(Records drawn from a dataset)
•••••
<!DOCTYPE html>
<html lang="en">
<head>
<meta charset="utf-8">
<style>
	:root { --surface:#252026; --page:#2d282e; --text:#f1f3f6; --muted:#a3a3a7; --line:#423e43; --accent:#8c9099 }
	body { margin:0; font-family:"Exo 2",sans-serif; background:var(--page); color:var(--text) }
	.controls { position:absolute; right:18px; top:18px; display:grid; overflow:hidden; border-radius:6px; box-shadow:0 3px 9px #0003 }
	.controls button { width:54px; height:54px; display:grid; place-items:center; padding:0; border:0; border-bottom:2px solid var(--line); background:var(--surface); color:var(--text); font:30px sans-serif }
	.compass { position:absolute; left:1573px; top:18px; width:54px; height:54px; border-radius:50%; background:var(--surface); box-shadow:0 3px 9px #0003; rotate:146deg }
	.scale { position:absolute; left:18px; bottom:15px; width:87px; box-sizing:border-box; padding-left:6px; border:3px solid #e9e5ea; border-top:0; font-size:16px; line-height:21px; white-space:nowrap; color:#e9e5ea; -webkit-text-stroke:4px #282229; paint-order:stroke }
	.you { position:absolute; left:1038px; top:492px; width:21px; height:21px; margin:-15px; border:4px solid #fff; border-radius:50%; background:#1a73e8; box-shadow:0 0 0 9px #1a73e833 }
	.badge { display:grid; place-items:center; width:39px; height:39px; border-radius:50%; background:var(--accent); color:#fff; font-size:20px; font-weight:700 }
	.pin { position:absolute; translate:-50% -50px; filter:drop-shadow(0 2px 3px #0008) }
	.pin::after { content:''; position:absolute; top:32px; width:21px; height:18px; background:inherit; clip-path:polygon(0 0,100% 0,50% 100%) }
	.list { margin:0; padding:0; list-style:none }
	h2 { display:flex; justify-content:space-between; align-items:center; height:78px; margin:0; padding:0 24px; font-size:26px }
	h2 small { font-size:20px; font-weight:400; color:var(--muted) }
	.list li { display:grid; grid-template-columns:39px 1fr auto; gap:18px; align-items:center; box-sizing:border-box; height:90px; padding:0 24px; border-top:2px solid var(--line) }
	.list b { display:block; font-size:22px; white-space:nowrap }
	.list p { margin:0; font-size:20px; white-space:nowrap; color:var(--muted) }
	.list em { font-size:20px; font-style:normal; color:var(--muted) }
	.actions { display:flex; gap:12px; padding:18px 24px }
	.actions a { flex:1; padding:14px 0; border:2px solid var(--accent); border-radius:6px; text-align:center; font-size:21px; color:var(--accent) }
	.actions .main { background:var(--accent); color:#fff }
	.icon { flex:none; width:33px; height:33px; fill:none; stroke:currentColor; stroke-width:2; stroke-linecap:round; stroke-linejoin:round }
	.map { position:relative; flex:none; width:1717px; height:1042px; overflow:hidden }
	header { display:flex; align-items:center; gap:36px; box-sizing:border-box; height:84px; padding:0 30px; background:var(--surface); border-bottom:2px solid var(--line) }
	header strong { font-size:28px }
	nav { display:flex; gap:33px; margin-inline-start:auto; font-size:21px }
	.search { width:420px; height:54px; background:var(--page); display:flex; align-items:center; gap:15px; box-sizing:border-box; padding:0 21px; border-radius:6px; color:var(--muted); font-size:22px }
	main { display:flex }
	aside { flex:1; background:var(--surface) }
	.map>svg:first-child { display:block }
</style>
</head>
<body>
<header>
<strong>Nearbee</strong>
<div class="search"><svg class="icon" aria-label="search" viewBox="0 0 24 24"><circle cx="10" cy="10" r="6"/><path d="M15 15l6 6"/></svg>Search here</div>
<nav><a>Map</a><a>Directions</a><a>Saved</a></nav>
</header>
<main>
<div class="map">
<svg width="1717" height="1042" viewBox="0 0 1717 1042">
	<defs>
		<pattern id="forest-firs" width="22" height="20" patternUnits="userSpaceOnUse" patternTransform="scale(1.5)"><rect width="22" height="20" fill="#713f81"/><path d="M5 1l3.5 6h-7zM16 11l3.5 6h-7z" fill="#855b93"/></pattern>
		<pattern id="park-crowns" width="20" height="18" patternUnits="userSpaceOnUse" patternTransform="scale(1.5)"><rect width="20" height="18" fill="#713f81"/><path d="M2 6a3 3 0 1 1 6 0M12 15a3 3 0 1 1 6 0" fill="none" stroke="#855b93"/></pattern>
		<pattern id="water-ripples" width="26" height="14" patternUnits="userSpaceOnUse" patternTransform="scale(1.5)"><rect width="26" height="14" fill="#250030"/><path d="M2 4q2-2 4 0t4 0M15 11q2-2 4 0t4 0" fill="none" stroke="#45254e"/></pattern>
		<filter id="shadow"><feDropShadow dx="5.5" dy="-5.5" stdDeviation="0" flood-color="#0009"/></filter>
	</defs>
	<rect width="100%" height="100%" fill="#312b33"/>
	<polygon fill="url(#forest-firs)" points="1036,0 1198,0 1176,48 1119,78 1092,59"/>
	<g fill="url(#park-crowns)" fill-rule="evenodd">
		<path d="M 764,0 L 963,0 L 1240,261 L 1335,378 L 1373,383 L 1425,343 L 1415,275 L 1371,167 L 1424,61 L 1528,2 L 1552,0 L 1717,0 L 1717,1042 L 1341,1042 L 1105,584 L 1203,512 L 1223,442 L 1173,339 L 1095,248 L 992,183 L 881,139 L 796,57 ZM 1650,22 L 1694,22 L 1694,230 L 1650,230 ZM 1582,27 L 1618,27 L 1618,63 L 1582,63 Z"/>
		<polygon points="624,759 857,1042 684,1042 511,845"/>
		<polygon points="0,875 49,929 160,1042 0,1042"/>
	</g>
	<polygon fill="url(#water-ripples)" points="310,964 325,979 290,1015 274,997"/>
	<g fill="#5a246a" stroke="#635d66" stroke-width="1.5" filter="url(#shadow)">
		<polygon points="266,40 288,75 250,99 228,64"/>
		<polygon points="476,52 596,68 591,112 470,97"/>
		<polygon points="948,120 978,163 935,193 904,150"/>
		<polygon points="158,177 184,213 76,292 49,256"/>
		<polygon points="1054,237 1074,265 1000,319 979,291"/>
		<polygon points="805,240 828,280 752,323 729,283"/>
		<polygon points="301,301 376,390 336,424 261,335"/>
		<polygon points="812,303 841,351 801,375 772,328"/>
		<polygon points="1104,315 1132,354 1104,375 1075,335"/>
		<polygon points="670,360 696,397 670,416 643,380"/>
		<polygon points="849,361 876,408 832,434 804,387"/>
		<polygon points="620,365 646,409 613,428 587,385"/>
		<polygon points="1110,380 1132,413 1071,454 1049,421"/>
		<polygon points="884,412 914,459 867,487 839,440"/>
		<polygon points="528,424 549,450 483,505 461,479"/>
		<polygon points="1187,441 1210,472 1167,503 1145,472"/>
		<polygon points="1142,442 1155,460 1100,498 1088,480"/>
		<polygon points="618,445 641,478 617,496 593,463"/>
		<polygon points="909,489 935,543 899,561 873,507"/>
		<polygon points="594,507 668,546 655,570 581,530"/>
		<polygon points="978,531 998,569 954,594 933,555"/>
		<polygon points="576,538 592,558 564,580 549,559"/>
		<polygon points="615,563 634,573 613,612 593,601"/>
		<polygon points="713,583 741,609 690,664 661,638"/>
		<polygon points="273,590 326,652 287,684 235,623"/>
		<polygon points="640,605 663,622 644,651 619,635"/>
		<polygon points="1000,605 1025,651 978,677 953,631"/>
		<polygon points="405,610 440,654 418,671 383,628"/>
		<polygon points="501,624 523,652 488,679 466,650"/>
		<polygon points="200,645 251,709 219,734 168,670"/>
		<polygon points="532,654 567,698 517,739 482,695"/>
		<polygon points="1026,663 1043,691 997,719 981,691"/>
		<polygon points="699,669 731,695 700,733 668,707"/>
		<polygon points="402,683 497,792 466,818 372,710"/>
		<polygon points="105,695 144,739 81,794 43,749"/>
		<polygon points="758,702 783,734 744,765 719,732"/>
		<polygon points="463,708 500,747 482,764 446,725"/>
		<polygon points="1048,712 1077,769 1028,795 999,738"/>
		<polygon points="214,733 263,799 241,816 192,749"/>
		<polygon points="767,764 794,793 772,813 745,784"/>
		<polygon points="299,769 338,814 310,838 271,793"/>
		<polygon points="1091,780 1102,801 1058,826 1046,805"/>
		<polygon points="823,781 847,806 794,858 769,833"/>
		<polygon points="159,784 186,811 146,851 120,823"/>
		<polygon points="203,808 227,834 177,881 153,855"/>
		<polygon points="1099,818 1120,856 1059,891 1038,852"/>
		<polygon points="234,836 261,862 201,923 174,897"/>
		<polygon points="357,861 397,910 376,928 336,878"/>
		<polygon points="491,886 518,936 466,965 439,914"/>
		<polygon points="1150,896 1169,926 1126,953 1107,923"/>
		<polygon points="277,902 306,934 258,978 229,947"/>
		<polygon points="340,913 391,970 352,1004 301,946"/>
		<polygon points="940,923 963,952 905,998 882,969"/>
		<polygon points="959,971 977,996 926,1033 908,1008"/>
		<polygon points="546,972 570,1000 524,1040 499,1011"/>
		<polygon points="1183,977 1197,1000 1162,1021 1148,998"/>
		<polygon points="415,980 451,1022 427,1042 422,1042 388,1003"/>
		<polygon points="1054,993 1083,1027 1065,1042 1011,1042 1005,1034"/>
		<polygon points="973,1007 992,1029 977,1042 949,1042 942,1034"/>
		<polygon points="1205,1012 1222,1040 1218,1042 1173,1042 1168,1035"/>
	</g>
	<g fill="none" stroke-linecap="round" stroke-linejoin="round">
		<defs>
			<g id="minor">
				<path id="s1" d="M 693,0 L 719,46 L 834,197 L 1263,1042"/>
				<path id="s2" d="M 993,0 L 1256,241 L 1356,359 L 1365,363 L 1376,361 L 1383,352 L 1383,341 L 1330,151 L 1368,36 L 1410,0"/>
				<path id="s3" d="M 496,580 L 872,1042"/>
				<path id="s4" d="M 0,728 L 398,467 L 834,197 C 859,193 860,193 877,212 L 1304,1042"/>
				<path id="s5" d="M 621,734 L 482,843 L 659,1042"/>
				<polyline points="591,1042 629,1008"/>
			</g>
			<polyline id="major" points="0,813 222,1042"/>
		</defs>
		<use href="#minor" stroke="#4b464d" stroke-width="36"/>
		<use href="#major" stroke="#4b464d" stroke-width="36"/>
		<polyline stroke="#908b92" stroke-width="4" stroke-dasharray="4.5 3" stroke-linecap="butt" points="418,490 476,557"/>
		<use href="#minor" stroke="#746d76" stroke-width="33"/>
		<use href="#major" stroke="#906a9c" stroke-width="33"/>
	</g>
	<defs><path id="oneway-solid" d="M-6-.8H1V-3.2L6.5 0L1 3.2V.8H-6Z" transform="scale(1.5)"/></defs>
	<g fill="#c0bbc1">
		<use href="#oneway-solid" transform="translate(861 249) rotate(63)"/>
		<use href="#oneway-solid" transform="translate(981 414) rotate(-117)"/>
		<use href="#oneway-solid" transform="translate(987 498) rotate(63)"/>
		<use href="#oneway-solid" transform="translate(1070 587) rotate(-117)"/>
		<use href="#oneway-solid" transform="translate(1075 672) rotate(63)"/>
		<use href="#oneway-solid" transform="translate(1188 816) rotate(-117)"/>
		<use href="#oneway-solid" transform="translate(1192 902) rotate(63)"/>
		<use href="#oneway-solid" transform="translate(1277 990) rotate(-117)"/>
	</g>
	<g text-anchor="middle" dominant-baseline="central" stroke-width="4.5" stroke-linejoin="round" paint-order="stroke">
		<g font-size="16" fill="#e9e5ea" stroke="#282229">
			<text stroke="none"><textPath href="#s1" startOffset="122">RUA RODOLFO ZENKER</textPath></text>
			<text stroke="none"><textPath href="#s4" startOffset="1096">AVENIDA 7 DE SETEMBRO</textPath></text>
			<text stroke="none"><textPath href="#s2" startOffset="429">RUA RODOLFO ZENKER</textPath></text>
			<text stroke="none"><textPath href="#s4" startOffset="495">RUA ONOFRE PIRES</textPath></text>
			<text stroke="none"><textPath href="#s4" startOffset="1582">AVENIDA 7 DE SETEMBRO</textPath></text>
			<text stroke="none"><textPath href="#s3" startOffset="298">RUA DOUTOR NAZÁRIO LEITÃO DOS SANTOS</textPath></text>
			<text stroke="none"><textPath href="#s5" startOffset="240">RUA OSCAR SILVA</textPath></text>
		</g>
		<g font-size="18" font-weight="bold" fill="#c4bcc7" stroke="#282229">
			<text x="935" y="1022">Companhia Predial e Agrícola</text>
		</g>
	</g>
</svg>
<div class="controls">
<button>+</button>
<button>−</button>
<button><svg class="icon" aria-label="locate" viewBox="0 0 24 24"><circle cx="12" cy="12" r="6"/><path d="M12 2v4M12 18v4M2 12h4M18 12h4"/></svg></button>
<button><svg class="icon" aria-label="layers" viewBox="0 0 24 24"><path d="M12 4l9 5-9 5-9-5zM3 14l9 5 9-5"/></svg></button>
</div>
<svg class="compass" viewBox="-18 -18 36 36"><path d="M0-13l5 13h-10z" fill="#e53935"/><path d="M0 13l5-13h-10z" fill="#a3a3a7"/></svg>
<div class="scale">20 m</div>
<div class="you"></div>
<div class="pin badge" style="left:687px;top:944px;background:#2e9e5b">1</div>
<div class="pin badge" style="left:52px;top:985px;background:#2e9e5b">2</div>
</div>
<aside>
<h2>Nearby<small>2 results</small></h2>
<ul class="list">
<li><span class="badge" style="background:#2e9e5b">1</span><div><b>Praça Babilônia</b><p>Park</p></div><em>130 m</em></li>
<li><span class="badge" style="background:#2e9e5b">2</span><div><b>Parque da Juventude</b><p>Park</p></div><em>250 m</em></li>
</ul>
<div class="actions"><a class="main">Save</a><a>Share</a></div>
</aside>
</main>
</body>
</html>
•••••
TASK INSTRUCTIONS => How many of the lines above hold the word "controls"? State that number and nothing else.

TASK SOLUTION => 3